Where’s the beef? It’s gone.

Published 12:00 am Tuesday, April 2, 2019

OAKLAND, Calif. — Would you like that Whopper with or without beef?

This week, Burger King is introducing a version of its iconic Whopper sandwich filled with a vegetarian patty from the startup Impossible Foods.

The Impossible Whopper, as it will be known, is the biggest validation — and expansion opportunity — for a young industry that is looking to mimic and replace meat with plant-based alternatives.

Impossible Foods and its competitors in Silicon Valley have already had some mainstream success. The vegetarian burger made by Beyond Meat has been available at over a thousand Carl’s Jr. restaurants since January, and the company is now moving toward an initial public offering.

White Castle has sold a slider version of the Impossible burger in its 380 or so stores since late last year.

But a national rollout at Burger King’s 7,200 locations would dwarf those previous announcements and more than double the total number of locations where Impossible’s burgers are available.

Burger King’s chief marketing officer, Fernando Machado, said that in the company’s testing so far, customers and even employees had not been able to tell the difference between the old meaty Whopper and the new one.

“People on my team who know the Whopper inside and out, they try it and they struggle to differentiate which one is which,” Machado said.

Burger King is initially making the Impossible Whopper available at 59 restaurants in the St. Louis area. Machado said the company had plans to quickly expand it to every branch in the country if everything in St. Louis goes smoothly.

“I have high expectations that it’s going to be big business, not just a niche product,” Machado said.

The fast-food chain has sold a veggie burger for years, but that was not ever intended to replicate the taste and experience of eating meat.

The Impossible Whopper creates an interesting alliance between a fast-food chain that promotes its devotion to beef on every Whopper wrapper (“100% Beef With No Fillers”) and a startup that is committed to getting people to stop eating beef.

Impossible Foods was founded in 2011 by Pat Brown, a former Stanford University professor, who became a vegan soon after college and founded his company with the explicit goal of decreasing the world’s reliance on animal agriculture.

Brown, who is 64, was motivated by his discomfort with the ethical, health and environmental costs of meat. But he said he came to believe that consumers would make a change only if they had a product that satisfied their cravings for beef.

“Our whole focus is on making products that deliver everything that meat lovers care about,” Brown said in an interview at Impossible’s production facility in Oakland, where he was wearing jeans and a T-shirt with a picture of a cow floating in space as an astronaut.

Several companies are now chasing plant-based foods that imitate meat.

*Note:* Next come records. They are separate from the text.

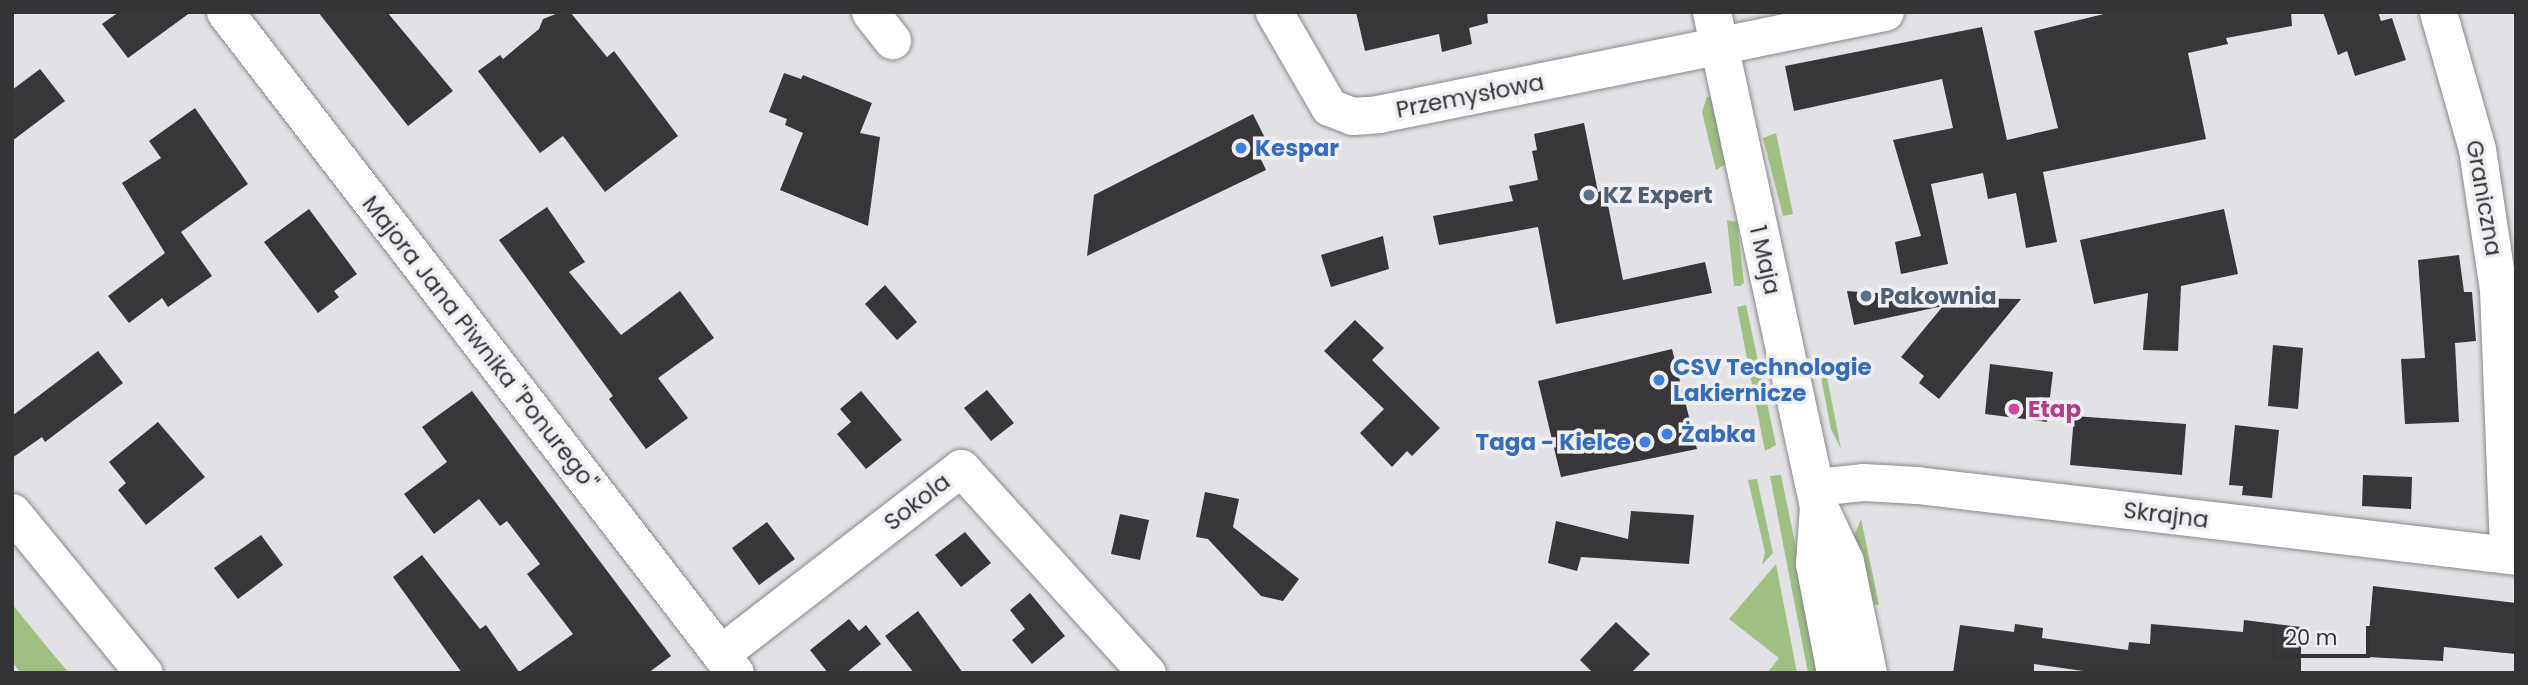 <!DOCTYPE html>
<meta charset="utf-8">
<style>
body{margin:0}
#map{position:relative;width:2528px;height:685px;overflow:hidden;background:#e2e1e5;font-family:Poppins,sans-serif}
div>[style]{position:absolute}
.green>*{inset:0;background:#9fbf83}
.building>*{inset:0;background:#393639}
.roads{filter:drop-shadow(0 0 2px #89888b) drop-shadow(0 0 2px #89888b)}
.minor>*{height:37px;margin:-18.5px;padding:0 18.5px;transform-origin:18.5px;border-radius:18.5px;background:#fff}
.tertiary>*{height:38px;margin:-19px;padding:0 19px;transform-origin:19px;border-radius:19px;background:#fff}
.dots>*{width:19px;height:19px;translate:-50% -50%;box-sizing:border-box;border:4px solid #efeef2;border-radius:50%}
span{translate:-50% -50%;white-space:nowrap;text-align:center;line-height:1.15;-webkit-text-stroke:7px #efeef2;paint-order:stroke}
.street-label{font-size:23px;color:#343335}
.shop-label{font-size:23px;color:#366cbe;font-weight:700}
.left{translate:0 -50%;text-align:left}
.right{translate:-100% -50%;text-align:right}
.service-label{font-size:23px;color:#4e5e75;font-weight:700}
.hotel-label{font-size:23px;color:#b23c85;font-weight:700}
.frame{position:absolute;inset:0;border:14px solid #343335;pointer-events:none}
.scale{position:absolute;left:2272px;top:626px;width:98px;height:32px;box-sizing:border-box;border:4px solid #343335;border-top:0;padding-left:9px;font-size:21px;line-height:24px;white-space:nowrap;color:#343335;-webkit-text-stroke:5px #efeef2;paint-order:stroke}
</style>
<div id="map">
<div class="green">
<i style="clip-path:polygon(1707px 97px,1714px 97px,1727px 163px,1716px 170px,1702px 112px)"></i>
<i style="clip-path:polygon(1776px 133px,1793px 214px,1783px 216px,1763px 138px)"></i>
<i style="clip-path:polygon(1727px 220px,1737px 222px,1744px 283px,1740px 286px,1734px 286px)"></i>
<i style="clip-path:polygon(1746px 305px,1776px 445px,1765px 451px,1737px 307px)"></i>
<i style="clip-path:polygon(1820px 372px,1826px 372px,1841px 449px,1831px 429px)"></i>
<i style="clip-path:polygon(1781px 475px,1796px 548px,1822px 673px,1808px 673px,1770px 476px)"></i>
<i style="clip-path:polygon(1757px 479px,1773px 553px,1762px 565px,1765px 552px,1748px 480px)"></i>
<i style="clip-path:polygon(1861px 519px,1879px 605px,1870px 604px,1853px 538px)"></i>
<i style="clip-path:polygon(1776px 564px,1797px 673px,1767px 673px,1779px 658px,1729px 619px)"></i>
<i style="clip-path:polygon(12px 604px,47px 647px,69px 673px,21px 673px,12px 662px)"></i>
</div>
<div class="building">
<i style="clip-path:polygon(119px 12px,191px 12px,128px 58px,102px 24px)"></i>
<i style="clip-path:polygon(318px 12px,387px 12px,453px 91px,408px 126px)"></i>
<i style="clip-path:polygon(561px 12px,570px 12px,607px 57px,614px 51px,678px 136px,605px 192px,563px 136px,540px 153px,478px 71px,500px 55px,503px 59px,539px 29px,543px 19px)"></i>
<i style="clip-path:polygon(1356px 12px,1487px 12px,1488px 23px,1469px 28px,1472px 44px,1442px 52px,1439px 34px,1365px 51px)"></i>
<i style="clip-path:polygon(2112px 12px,2291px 12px,2292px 26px,2226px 38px,2228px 44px,2188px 53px,2206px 139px,2043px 172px,2057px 242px,2026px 248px,2016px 193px,1988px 199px,1983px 173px,1931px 184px,1948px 264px,1901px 274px,1895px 242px,1921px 236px,1893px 140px,1953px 128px,1942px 79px,1794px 111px,1785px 66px,1982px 27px,2007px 140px,2058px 128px,2034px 31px)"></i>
<i style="clip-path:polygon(2323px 12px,2378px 12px,2381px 21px,2392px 18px,2406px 60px,2355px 76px,2347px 51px,2338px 55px)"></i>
<i style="clip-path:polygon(40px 69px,65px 101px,12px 141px,12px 90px)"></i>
<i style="clip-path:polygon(784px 73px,801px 79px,803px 75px,872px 103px,860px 133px,880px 137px,868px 226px,780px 190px,803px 133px,785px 125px,787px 119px,769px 112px)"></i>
<i style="clip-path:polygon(195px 108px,248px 184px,181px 232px,212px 276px,168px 307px,162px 298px,129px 323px,108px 296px,165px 253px,122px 183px,161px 158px,149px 141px)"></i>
<i style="clip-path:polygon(1253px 114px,1269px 146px,1257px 151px,1266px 170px,1087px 256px,1094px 195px)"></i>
<i style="clip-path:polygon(1584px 123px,1598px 192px,1605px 190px,1623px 280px,1705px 262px,1712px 293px,1556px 324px,1538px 227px,1439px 245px,1433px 216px,1513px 201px,1509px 186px,1538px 180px,1532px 151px,1537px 150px,1534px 134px)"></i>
<i style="clip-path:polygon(547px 207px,585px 262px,569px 272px,621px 335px,680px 291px,714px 338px,658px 378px,688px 418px,646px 449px,609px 399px,613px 396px,499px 240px)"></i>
<i style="clip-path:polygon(309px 209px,357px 274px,334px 291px,339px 297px,318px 313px,264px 242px)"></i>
<i style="clip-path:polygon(2224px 209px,2238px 274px,2181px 286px,2178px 351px,2143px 350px,2148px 293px,2094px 304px,2080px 240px)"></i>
<i style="clip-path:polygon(1383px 236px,1389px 269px,1331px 287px,1321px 255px)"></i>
<i style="clip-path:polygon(2459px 255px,2464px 292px,2472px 292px,2476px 341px,2455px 343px,2459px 422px,2405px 424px,2401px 359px,2425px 358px,2418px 260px)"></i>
<i style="clip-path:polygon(885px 285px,917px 322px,897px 340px,865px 304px)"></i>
<i style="clip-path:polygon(1847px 291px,1949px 298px,2021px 299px,1939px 399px,1919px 383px,1924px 376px,1901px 357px,1943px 306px,1854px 325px)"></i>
<i style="clip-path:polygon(1355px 320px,1384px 348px,1372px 360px,1440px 428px,1412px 456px,1407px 451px,1392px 467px,1360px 433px,1384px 409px,1324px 351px)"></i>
<i style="clip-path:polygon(2273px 345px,2303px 348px,2298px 409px,2268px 406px)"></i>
<i style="clip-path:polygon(1672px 349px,1697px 449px,1561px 477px,1538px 381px)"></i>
<i style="clip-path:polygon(98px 351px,123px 383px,45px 442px,42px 437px,12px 458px,12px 416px)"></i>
<i style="clip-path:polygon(1990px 364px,2053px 372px,2047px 422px,1985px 414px)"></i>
<i style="clip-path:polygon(987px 390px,1014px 423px,991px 441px,964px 408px)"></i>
<i style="clip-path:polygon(472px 391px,671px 656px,648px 673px,462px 673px,393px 577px,422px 555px,480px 629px,486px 625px,519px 672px,573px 634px,527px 574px,540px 564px,507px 521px,500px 526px,479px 499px,434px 534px,404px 494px,447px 462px,422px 427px)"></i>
<i style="clip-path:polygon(861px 391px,902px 440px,866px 469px,837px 434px,851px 422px,840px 409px)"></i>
<i style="clip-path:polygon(2074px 416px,2186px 424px,2182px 475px,2070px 465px)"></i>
<i style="clip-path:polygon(158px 422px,205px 477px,146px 525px,118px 490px,126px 483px,109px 462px)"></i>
<i style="clip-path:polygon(2235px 425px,2279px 430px,2272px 498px,2242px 495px,2243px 486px,2229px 485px)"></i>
<i style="clip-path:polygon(2363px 475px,2412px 477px,2411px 509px,2362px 506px)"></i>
<i style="clip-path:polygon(1205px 492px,1239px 499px,1233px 527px,1299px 579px,1283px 601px,1261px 596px,1208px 539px,1196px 537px)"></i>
<i style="clip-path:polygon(1631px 511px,1694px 515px,1689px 564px,1581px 557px,1577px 571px,1548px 563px,1556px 521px,1628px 539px)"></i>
<i style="clip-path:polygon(1120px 514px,1149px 520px,1140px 560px,1111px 554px)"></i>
<i style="clip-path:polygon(767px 522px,795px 559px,759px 585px,732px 548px)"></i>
<i style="clip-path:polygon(965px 532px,991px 563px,961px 587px,935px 555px)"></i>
<i style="clip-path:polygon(261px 535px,283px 565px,238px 599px,214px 568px)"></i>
<i style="clip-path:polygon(2373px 586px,2516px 603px,2516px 654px,2444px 647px,2443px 661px,2367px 657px)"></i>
<i style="clip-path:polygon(1030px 593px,1065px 636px,1032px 664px,1012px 640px,1025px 629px,1010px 610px)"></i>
<i style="clip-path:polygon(918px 611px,963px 673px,914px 673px,885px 636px)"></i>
<i style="clip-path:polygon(849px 619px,859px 631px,866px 625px,881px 644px,846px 673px,828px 673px,810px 650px)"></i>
<i style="clip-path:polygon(2244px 620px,2301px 627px,2301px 673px,2097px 673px,2034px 664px,2034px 673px,1953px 673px,1960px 625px,2014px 632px,2015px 624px,2043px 628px,2042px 638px,2128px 650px,2129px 642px,2150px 644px,2151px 624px,2243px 632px)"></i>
<i style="clip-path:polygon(1616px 622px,1650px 654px,1631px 673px,1593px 673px,1580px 660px)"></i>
</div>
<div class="roads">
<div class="minor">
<i style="left:225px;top:12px;width:835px;rotate:52.35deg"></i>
<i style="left:870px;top:12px;width:36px;rotate:52deg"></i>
<i style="left:1274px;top:12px;width:110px;rotate:59.9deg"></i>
<i style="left:1329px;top:107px;width:25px;rotate:21deg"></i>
<i style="left:1352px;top:116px;width:26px;rotate:-4deg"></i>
<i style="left:1378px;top:114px;width:517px;rotate:-11.38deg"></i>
<i style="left:2438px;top:12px;width:142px;rotate:74.1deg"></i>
<i style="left:2477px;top:149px;width:142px;rotate:81.5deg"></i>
<i style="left:2498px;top:289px;width:266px;rotate:87.8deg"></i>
<i style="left:1815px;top:487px;width:48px;rotate:-5.9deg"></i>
<i style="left:1863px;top:482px;width:54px;rotate:3.2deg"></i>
<i style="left:1917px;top:485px;width:603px;rotate:6.76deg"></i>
<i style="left:12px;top:512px;width:208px;rotate:50.7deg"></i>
<i style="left:720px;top:654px;width:304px;rotate:-37.7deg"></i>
<i style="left:961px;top:468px;width:277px;rotate:47.8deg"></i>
</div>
<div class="tertiary">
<i style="left:1712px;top:12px;width:486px;rotate:77.8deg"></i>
<i style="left:1815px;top:487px;width:20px;rotate:79deg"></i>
<i style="left:1819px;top:507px;width:57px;rotate:94deg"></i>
<i style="left:1815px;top:564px;width:111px;rotate:79.1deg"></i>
<i style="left:1821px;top:511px;width:56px;rotate:64.8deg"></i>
<i style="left:1845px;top:562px;width:113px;rotate:78.3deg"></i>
</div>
</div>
<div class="dots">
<i style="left:1241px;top:148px;background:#3f7fe0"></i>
<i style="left:1589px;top:195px;background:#5c6f8a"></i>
<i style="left:1866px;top:296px;background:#5c6f8a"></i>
<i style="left:1659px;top:380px;background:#3f7fe0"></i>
<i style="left:2014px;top:409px;background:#d1479c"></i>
<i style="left:1667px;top:434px;background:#3f7fe0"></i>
<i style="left:1645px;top:442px;background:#3f7fe0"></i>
</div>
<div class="street-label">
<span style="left:1470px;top:96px;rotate:-11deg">Przemysłowa</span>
<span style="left:2484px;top:198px;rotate:80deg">Graniczna</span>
<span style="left:1765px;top:260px;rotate:77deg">1 Maja</span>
<span style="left:480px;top:343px;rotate:52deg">Majora Jana Piwnika "Ponurego"</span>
<span style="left:917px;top:502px;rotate:-38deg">Sokola</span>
<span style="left:2166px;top:515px;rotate:7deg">Skrajna</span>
</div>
<div class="shop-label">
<span class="left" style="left:1255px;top:148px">Kespar</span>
<span class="left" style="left:1673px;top:380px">CSV Technologie<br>Lakiernicze</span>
<span class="left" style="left:1681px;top:434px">Żabka</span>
<span class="right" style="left:1631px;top:442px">Taga - Kielce</span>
</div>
<div class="service-label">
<span class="left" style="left:1603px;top:195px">KZ Expert</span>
<span class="left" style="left:1880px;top:296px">Pakownia</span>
</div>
<div class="hotel-label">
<span class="left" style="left:2028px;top:409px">Etap</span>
</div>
<div class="frame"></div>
<div class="scale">20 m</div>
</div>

Beyond Meat has based its products on pea protein and beet juice, to give its burgers a bloody look.

Impossible’s biggest innovation has come from its use of heme, an iron-rich protein that the company believes is responsible for much of the distinctive taste of meat. Impossible found a way to cultivate heme from the roots of soybean plants and mass-produce it using yeast. The heme is blended with a combination of other vegetarian ingredients that are intended to have the slightly nutty texture of ground beef.

The company’s success has not been without controversy. A small but vocal group of environmentalists has said Impossible rushed its novel ingredients to market without adequate testing. At the same time, People for the Ethical Treatment of Animals slammed Impossible for testing its product on rats.

Cattle ranchers have also criticized Impossible for calling its product meat and have promoted state-level legislation that would limit how Impossible and other alternative meat companies can market themselves.

But Impossible has broadly delivered on Brown’s desire to create an environmentally conscious alternative to meat.

Meat production is one of the biggest single contributors to climate change and Impossible’s process creates just a fraction of the greenhouse gases that traditional beef burgers leave behind, according to an analysis commissioned by the company.

On the health side, the Burger King version of the Impossible burger will have about the same amount of protein as the regular Whopper, with 15 percent less fat and 90 percent less cholesterol.

The more important results for Impossible have come from early interactions with consumers.

After White Castle added Impossible’s food on a test basis in September, sales were strong enough that the chain announced in December that it would permanently add the Impossible slider to its menu.

“We beat our goals for this product,” said Kim Bartley, the chief marketing officer at the chain, which is based in Columbus, Ohio. “It was a nice surprise how many different kinds of customers wanted to try it.”